クレアは少しだけ俺を見つめると踵を返し、メイドが立ち並ぶ部屋へと歩いて行く。
その手には火の灯る燭台が持たれている。
そして扉が閉められると一気に火の手が上がる。
ロイの悲鳴が聞こえて来たが、それは短い間だったと思う。
俺とアンナは燃え盛るロイの別荘から逃げ出すと、ただ焼け落ちて行くのを眺めていた。
「ご主人様! どこに行ってたのですか! アンナ様まで酷いです。 私に内緒で二人で何処かに行ってたのですか?」
置いていかれたライリのご機嫌は斜めだ。
あんな場所にお前を連れて行けるかよ。
あの後もライリ先生の料理教室は大盛況だったらしい。
ライリには… そう言う世界が似合っている。
俺達が選ばなかった優しい世界だ。
「墓参りだ、俺とアンナの共通の知り合いのな」
俺の言葉にライリも漸く機嫌を直したらしい。
神妙な顔つきで俺達を見ていた。
二人にとって大事な人が眠っているとでも思ったのだろう。
「さぁ、朱雀館に帰ろうぜ。 今夜はアンナも泊まるんだろ?」
俺の問い掛けに渋々頷くアンナ。
先程冒険者ギルド宿舎でミニスカメイド服から普段着に着替えたアンナが荷物をまとめていたのを俺は知っている。

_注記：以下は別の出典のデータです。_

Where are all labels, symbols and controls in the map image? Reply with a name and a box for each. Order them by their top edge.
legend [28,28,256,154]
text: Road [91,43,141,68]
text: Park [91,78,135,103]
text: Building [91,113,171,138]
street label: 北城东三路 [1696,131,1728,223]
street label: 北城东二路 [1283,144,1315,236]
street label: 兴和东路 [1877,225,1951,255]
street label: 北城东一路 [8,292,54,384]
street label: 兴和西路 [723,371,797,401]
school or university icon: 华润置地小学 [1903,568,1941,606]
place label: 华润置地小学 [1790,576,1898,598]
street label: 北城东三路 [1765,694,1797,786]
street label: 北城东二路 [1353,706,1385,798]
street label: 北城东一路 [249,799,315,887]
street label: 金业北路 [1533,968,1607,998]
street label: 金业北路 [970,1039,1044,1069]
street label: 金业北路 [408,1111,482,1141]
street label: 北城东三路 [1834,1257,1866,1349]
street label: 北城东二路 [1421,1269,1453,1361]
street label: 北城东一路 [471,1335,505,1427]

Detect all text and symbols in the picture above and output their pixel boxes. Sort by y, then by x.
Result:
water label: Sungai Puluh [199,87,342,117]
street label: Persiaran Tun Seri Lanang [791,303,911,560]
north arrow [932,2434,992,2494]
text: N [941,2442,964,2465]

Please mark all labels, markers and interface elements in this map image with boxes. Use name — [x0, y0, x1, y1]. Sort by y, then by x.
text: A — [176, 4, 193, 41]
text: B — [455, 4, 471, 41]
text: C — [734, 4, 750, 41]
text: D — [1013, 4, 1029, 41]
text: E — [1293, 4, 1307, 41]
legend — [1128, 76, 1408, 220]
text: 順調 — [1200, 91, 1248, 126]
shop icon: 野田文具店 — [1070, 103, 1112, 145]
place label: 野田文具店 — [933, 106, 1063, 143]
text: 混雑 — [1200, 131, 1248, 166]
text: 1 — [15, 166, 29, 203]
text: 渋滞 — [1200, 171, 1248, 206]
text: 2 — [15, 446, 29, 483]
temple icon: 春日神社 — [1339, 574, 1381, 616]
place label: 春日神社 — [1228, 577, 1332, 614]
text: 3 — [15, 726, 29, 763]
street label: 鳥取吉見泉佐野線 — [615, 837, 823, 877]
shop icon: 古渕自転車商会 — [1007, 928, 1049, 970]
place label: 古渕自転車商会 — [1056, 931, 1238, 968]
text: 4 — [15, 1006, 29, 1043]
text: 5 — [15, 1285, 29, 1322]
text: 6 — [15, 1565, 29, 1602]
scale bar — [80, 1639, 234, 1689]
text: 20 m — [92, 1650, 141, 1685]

アンナが来ると知ったライリが一瞬残念そうな顔を浮かべたが何だろうな?
まだ昼の件を気にしているんだろうか…
取り敢えず、王都での用事も済んだ事だし、これでやっと我が家に帰れるぜ。
だが… この時の俺は想像していなかった。
再び長い夜が訪れる事になる事を。